1.2. Datetime Pattern
The datetime design pattern specifies two profiles (subsets) of ISO8601 datetime format for use in microformats. Swignition additionally supports other ISO8601 datetimes, as parsed by the DateTime::Format::ISO8601 Perl module.
As a last ditch attempt, datetimes that cannot be parsed as above are attempted to be parsed as natural language dates using DateTime::Format::Natural. Ambiguous dates are assumed to be in the future (e.g. does "Sunday" refer to last Sunday or next Sunday?) and specified in UTC. Authors should not rely on natural language parsing, as it is not particularly predictable.
Swignition supports datetimes with nanosecond-level precision.
1.3. Durations
A duration is an abstract period of time with no fixed starting or
ending point, but a fixed length. For example, "three and a half minutes".

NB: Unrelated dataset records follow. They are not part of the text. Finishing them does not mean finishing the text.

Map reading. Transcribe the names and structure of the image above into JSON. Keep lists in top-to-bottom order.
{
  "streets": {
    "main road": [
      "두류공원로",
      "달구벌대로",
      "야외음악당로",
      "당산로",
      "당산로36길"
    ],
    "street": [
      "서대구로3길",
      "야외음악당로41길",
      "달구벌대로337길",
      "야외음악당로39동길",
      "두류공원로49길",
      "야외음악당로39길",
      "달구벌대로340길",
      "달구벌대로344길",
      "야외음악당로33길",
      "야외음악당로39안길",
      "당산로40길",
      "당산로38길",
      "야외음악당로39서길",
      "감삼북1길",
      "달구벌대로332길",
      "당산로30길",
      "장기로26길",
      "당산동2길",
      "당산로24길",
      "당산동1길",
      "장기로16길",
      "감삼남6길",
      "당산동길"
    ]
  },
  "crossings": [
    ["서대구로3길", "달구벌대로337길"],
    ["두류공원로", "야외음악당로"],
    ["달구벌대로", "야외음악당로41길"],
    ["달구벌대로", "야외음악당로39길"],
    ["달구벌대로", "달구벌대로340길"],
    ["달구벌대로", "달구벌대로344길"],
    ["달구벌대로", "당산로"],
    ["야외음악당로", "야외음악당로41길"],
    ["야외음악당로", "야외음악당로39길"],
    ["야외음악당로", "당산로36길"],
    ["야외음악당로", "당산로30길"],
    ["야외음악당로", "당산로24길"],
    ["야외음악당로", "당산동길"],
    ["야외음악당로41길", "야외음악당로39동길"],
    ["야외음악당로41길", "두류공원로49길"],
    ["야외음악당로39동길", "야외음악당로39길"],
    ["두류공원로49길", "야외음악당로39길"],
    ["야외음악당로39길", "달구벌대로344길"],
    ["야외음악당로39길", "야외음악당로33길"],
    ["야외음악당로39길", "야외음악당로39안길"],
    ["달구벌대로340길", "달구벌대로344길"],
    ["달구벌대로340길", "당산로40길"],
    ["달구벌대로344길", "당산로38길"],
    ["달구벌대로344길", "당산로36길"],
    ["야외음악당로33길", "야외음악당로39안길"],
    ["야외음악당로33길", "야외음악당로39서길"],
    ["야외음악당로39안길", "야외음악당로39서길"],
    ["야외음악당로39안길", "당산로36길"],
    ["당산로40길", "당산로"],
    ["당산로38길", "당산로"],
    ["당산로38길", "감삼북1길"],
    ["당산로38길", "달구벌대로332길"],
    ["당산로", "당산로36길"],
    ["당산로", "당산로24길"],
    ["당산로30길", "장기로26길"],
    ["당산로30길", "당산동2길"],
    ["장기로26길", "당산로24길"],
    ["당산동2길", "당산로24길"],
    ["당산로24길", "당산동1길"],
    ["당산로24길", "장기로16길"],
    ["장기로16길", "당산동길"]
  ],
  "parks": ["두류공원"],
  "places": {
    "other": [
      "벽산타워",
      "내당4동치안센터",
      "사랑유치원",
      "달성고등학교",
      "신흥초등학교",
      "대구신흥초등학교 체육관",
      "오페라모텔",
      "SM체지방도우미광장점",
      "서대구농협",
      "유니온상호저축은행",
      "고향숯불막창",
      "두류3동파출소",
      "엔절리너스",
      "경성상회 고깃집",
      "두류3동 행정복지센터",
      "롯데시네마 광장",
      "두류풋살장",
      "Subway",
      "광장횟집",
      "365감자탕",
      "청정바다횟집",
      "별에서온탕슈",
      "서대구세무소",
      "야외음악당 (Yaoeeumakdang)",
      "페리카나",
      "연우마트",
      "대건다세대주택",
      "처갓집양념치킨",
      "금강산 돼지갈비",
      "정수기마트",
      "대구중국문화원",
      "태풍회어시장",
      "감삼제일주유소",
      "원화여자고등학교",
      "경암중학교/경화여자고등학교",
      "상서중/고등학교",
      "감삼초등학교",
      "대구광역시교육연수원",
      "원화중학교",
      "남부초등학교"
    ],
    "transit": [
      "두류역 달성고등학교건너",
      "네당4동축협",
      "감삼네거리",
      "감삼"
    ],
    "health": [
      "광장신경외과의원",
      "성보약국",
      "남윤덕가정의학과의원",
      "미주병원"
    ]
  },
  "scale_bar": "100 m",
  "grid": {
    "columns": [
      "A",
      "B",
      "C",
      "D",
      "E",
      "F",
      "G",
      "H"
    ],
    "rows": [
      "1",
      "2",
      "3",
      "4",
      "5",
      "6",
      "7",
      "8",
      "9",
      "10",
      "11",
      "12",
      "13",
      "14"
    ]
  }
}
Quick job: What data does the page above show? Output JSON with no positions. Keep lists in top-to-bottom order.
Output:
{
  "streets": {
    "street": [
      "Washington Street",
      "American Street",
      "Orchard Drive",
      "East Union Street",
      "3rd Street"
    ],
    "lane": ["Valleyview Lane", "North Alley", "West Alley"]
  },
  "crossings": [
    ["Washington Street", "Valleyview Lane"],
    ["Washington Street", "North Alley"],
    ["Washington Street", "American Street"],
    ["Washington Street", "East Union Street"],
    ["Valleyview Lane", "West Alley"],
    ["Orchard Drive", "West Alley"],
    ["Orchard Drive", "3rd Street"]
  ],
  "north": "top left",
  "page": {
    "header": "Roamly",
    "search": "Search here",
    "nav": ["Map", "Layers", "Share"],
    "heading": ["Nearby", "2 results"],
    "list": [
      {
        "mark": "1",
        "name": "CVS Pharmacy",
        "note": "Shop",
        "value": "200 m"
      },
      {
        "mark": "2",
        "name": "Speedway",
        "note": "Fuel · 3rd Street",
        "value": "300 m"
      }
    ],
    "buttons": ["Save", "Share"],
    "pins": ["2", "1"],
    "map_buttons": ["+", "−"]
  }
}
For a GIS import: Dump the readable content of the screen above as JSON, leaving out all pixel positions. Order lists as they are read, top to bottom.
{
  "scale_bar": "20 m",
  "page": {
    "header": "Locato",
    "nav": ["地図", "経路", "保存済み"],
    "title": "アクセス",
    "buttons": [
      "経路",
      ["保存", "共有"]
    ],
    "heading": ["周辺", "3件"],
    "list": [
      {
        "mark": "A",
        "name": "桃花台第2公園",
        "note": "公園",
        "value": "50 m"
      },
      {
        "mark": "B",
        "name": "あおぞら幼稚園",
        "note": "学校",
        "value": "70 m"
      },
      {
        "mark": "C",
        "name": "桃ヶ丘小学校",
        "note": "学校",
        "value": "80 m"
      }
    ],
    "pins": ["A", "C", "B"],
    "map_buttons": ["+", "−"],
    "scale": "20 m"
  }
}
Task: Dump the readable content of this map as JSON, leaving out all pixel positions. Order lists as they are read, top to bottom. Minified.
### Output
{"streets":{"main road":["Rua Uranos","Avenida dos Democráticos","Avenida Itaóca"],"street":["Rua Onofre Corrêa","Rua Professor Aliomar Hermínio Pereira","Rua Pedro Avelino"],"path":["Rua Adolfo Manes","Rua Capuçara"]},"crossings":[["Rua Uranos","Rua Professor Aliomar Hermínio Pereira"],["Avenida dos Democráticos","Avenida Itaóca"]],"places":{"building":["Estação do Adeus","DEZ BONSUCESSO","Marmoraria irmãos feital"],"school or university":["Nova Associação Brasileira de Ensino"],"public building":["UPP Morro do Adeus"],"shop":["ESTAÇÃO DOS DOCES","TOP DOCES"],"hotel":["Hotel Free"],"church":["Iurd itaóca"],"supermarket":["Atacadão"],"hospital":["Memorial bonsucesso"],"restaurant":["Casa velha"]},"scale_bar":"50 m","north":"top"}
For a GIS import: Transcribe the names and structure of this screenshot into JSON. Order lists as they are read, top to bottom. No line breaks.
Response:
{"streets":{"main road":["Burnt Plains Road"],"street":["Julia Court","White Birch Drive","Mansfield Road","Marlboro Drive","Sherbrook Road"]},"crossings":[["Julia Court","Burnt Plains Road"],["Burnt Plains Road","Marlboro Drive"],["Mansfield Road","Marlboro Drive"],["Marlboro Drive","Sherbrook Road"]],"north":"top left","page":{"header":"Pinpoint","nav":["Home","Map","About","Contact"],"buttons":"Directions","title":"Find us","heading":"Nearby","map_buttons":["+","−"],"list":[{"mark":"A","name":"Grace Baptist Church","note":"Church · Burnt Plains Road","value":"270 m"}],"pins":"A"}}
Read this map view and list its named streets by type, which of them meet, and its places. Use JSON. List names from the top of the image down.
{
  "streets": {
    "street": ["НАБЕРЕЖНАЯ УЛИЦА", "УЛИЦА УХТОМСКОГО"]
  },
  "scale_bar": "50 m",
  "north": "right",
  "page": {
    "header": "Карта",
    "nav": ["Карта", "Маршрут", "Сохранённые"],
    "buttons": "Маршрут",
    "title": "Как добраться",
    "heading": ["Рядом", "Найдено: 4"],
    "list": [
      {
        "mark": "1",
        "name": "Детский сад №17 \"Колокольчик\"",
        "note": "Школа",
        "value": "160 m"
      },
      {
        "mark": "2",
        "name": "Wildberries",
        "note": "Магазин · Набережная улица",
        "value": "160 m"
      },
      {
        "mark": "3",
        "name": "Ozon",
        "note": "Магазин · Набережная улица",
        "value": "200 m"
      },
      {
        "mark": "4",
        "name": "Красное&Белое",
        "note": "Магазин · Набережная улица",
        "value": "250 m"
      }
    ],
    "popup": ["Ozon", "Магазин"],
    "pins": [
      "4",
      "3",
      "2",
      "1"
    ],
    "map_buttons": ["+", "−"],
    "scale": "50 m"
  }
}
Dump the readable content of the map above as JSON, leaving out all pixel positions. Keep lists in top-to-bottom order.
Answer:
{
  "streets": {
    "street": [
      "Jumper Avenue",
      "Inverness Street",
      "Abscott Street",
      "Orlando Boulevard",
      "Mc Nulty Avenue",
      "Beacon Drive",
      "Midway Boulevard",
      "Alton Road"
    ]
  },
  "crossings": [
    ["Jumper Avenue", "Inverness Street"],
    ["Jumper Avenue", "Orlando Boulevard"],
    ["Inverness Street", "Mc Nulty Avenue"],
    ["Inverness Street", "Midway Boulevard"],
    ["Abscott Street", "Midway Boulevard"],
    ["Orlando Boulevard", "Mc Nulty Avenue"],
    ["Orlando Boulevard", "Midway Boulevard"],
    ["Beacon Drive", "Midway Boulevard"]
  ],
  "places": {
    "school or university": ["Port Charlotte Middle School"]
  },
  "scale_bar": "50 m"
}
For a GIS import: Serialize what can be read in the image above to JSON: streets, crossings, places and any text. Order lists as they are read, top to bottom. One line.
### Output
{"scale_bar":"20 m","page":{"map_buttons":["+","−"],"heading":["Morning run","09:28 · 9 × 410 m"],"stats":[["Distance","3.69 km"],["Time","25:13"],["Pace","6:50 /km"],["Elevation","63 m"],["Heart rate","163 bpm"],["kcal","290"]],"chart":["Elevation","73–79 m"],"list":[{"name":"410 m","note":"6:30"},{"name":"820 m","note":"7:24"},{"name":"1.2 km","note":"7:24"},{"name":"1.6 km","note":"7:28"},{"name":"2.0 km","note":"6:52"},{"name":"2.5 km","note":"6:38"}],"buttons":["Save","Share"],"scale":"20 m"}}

Various microformats include properties which take a duration as their
value — for example, hAudio's duration
property and
hCalendar's trigger
.
The standard way to mark up durations in Microformats is using ISO 8601 durations. For instance:
<span class="duration">PT1H30M</span> <abbr class="duration" title="PT1H30M">an hour and a half</abbr>
Swignition experimentally supports several alternative methods to mark up durations as well:
- SI notation, as a single number, optionally followed by an "s", representing the length of duration in seconds.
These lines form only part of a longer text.